§ Problem
Exactly repeat all the records below, omitting the images they hold.

(Data entries)
◆ ◆ ◆ ◆

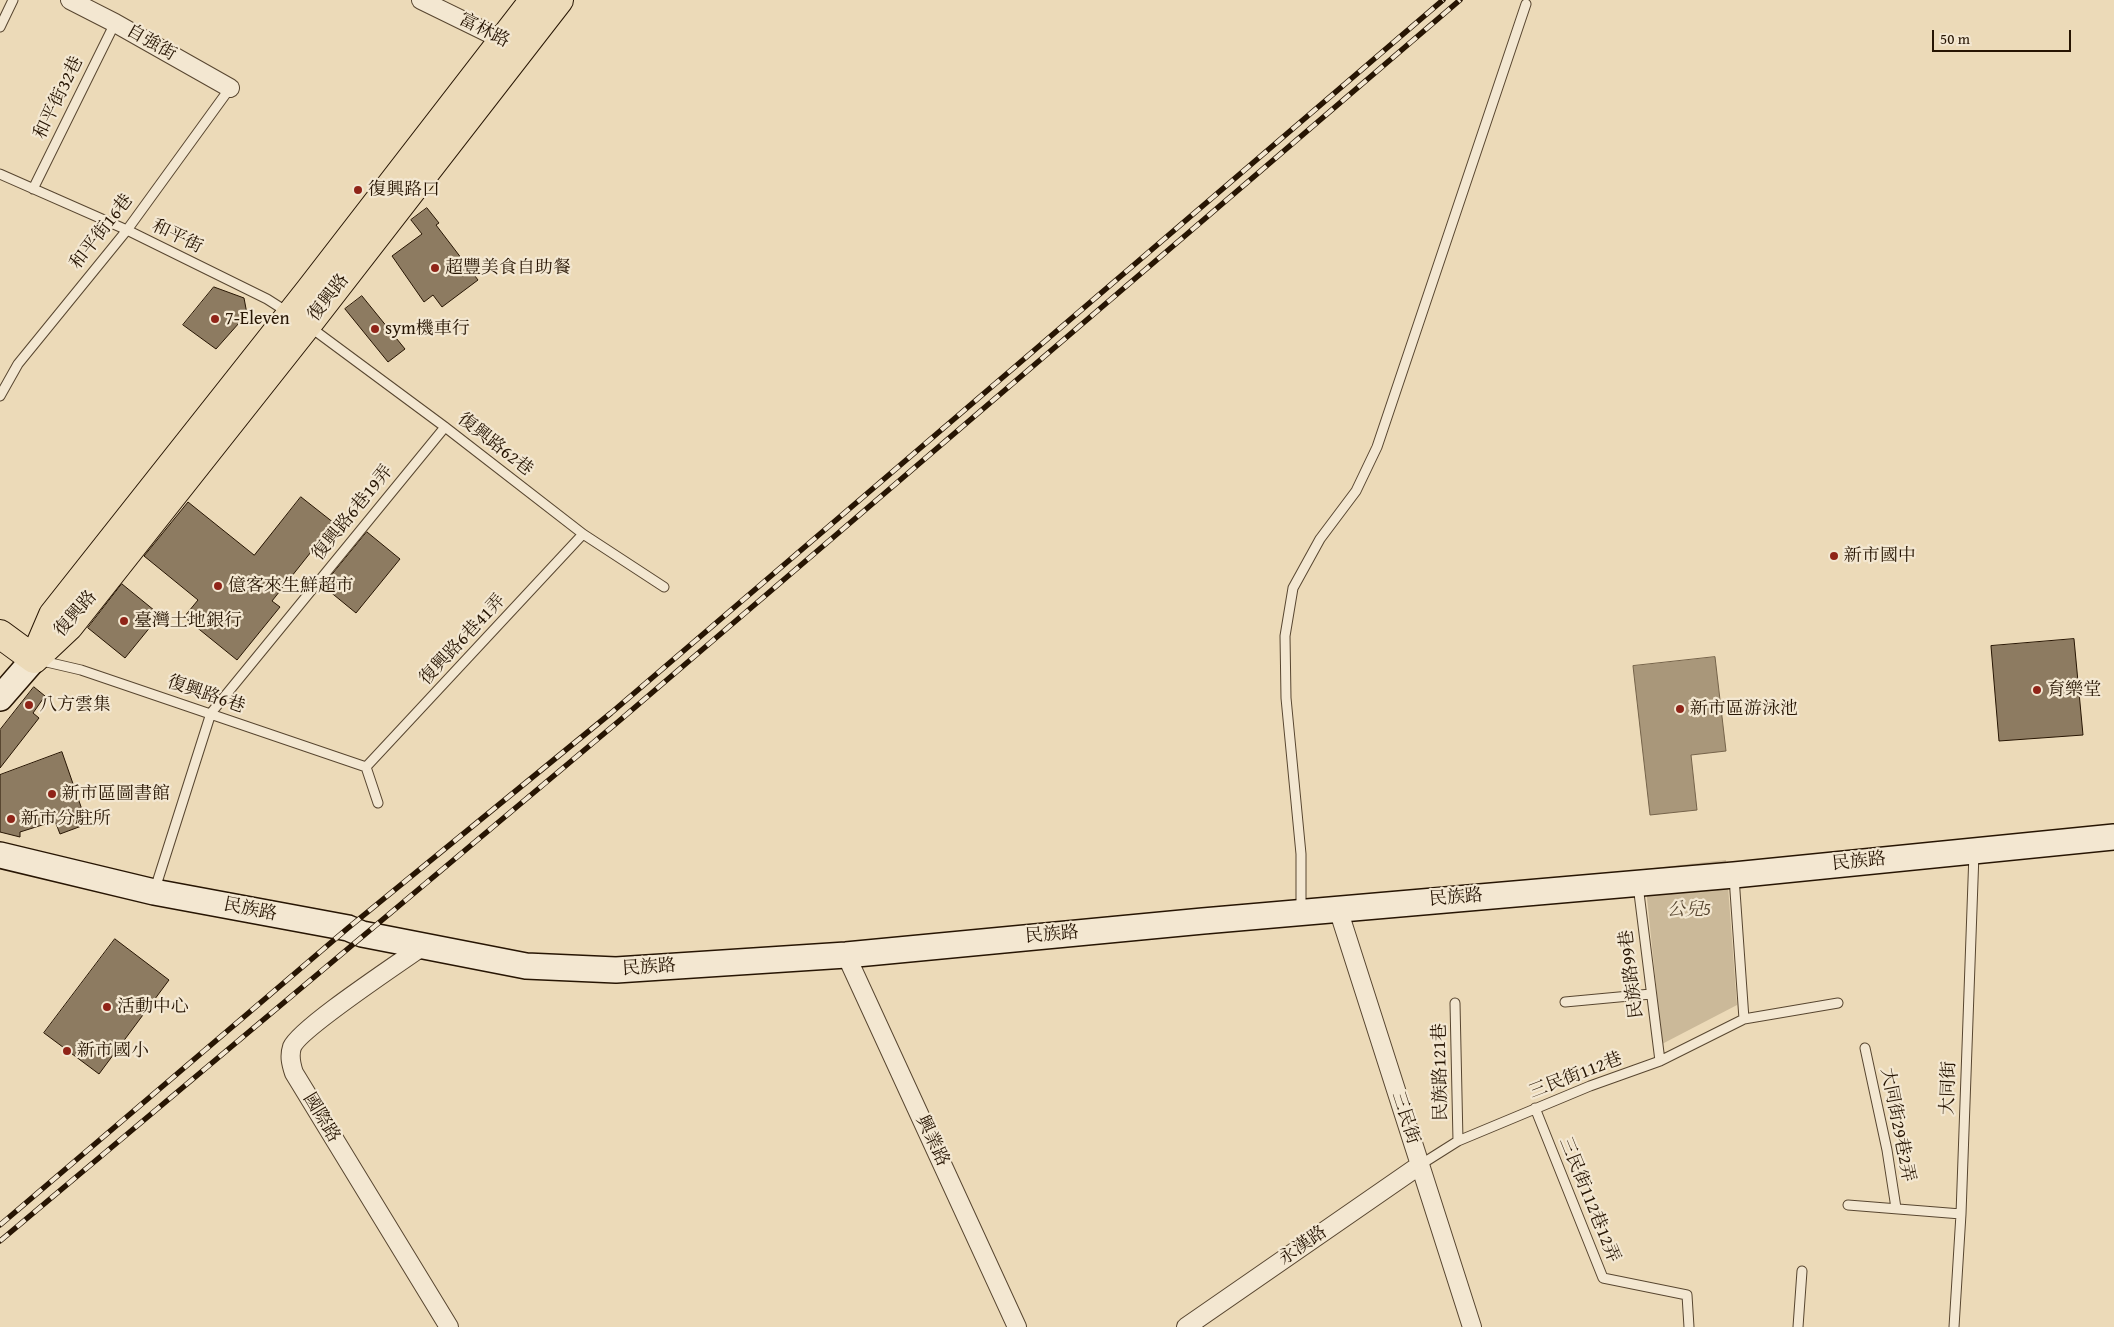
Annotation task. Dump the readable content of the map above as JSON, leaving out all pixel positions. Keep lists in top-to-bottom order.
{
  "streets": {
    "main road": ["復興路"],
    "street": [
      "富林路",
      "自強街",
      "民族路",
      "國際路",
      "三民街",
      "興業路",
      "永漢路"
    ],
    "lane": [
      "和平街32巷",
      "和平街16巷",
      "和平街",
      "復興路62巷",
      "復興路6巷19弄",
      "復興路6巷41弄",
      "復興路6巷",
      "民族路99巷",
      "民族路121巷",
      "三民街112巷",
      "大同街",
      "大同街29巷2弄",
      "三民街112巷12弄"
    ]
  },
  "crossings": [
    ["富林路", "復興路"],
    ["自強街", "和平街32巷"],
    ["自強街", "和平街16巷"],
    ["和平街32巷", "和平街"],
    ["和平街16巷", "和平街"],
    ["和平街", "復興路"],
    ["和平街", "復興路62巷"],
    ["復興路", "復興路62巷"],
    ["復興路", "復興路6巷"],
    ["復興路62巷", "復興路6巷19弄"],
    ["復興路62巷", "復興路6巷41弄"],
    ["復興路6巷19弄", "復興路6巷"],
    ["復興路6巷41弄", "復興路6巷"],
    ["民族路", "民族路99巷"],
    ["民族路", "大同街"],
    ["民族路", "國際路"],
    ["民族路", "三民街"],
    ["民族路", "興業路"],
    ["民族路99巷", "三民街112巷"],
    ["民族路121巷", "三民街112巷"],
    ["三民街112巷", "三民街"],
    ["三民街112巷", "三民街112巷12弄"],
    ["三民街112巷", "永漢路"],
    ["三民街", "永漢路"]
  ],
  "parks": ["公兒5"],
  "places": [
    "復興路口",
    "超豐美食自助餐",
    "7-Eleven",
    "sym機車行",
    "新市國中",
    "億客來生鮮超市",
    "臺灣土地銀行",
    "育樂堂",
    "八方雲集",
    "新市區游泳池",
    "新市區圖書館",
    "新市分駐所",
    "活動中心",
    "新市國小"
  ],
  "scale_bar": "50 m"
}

◆ ◆ ◆ ◆

§ Problem solution
Annotation task. Dump the readable content of the map above as JSON, leaving out all pixel positions. Keep lists in top-to-bottom order.
{
  "streets": {
    "main road": ["復興路"],
    "street": [
      "富林路",
      "自強街",
      "民族路",
      "國際路",
      "三民街",
      "興業路",
      "永漢路"
    ],
    "lane": [
      "和平街32巷",
      "和平街16巷",
      "和平街",
      "復興路62巷",
      "復興路6巷19弄",
      "復興路6巷41弄",
      "復興路6巷",
      "民族路99巷",
      "民族路121巷",
      "三民街112巷",
      "大同街",
      "大同街29巷2弄",
      "三民街112巷12弄"
    ]
  },
  "crossings": [
    ["富林路", "復興路"],
    ["自強街", "和平街32巷"],
    ["自強街", "和平街16巷"],
    ["和平街32巷", "和平街"],
    ["和平街16巷", "和平街"],
    ["和平街", "復興路"],
    ["和平街", "復興路62巷"],
    ["復興路", "復興路62巷"],
    ["復興路", "復興路6巷"],
    ["復興路62巷", "復興路6巷19弄"],
    ["復興路62巷", "復興路6巷41弄"],
    ["復興路6巷19弄", "復興路6巷"],
    ["復興路6巷41弄", "復興路6巷"],
    ["民族路", "民族路99巷"],
    ["民族路", "大同街"],
    ["民族路", "國際路"],
    ["民族路", "三民街"],
    ["民族路", "興業路"],
    ["民族路99巷", "三民街112巷"],
    ["民族路121巷", "三民街112巷"],
    ["三民街112巷", "三民街"],
    ["三民街112巷", "三民街112巷12弄"],
    ["三民街112巷", "永漢路"],
    ["三民街", "永漢路"]
  ],
  "parks": ["公兒5"],
  "places": [
    "復興路口",
    "超豐美食自助餐",
    "7-Eleven",
    "sym機車行",
    "新市國中",
    "億客來生鮮超市",
    "臺灣土地銀行",
    "育樂堂",
    "八方雲集",
    "新市區游泳池",
    "新市區圖書館",
    "新市分駐所",
    "活動中心",
    "新市國小"
  ],
  "scale_bar": "50 m"
}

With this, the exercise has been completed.